I need each line of the entries below that includes the string "minor".
* * * * *
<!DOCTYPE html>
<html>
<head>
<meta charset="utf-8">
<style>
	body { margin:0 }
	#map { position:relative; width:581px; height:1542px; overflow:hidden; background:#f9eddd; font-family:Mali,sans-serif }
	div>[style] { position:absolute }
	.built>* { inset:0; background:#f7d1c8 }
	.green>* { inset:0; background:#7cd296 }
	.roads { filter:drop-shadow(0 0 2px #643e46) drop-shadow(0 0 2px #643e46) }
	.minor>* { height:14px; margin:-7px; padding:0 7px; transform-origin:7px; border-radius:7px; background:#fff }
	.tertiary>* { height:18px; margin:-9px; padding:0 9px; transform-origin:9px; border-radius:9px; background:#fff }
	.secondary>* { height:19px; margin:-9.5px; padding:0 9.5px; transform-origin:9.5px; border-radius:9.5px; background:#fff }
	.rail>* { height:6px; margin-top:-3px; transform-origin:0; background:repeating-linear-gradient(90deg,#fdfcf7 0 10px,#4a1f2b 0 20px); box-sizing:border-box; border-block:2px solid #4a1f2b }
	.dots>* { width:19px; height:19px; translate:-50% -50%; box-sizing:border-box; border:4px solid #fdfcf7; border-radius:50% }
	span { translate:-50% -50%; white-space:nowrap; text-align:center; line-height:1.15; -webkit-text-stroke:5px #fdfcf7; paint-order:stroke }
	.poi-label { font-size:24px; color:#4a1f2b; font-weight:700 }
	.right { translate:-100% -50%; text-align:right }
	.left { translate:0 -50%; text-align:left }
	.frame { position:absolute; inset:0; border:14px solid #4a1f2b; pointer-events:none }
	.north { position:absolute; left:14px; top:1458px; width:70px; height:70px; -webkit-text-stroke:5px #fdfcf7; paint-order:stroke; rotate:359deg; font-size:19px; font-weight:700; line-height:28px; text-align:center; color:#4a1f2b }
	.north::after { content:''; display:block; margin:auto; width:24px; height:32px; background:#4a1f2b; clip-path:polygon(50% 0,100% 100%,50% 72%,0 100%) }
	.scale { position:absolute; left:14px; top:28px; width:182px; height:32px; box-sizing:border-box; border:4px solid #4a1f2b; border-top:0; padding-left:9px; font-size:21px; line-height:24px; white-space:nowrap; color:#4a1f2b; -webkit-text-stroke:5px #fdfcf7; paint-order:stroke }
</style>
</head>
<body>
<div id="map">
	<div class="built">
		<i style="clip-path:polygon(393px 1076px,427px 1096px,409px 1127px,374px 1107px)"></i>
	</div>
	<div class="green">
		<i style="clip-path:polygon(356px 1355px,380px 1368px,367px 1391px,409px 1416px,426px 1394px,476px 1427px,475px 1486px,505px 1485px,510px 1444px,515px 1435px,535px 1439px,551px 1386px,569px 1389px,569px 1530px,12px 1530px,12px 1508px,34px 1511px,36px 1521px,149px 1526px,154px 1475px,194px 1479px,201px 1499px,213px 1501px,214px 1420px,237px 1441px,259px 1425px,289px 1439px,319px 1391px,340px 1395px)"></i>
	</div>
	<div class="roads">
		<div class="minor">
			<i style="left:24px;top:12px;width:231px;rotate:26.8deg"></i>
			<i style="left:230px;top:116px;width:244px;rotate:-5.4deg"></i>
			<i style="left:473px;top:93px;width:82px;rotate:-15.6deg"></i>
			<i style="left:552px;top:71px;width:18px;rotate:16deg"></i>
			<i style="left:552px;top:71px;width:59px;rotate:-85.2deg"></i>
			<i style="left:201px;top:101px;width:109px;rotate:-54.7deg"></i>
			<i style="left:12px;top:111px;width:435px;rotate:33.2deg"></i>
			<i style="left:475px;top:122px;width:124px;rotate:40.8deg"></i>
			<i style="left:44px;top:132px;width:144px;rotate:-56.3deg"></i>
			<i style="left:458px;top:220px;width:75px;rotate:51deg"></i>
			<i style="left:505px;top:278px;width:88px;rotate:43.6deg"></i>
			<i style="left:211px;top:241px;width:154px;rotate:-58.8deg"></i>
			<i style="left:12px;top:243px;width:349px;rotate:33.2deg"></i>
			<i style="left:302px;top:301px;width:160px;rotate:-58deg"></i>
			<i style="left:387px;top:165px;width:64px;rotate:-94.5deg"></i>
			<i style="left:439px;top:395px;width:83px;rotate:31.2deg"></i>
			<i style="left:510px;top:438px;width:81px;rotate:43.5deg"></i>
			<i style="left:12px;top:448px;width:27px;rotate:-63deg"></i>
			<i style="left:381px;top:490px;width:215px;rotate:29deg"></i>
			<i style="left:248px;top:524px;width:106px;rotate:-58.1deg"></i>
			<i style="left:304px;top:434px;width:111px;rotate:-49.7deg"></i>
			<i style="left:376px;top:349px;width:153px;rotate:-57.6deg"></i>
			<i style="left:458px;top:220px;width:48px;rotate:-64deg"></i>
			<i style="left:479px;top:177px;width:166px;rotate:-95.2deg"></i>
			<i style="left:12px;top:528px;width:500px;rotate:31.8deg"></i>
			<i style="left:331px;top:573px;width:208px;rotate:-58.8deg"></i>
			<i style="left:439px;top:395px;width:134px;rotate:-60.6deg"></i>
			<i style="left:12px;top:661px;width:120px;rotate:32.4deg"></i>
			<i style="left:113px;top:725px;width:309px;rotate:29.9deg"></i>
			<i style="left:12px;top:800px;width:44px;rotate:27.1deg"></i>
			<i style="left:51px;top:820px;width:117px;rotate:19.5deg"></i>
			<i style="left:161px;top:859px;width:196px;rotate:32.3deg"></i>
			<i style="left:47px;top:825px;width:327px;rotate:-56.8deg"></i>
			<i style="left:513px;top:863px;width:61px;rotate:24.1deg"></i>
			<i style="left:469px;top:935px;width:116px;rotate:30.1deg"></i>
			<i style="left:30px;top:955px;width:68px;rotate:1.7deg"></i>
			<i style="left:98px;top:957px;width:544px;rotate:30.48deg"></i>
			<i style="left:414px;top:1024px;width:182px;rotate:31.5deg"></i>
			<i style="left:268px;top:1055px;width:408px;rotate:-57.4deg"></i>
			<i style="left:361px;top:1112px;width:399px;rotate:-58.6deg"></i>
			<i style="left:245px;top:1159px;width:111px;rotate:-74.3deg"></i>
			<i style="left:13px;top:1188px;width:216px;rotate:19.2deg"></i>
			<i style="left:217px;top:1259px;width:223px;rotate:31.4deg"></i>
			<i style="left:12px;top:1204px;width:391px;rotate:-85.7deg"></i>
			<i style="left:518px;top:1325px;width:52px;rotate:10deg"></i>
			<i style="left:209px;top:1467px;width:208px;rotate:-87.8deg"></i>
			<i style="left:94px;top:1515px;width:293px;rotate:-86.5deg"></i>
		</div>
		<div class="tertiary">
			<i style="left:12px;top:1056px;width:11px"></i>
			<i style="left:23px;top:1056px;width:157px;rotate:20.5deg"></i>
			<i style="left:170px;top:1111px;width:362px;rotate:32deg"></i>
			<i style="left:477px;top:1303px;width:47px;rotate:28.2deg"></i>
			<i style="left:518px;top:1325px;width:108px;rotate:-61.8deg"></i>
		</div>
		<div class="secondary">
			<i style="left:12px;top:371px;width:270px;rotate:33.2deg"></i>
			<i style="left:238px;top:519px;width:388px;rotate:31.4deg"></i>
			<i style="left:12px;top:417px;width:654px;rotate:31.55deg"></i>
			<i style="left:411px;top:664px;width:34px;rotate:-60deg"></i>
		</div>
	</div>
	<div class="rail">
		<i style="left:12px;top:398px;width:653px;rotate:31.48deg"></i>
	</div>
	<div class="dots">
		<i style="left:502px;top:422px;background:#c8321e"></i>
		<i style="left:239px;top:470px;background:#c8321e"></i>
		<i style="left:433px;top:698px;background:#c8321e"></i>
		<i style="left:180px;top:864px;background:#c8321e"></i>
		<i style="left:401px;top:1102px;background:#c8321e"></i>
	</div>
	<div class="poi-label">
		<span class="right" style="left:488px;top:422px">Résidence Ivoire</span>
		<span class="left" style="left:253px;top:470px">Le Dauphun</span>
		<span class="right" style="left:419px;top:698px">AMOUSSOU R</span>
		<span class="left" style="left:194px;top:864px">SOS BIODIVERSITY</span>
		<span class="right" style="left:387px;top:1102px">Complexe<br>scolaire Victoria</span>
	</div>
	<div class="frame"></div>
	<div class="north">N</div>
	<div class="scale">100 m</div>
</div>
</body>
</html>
* * * * *
# Answer for the task
	.minor>* { height:14px; margin:-7px; padding:0 7px; transform-origin:7px; border-radius:7px; background:#fff }
		<div class="minor">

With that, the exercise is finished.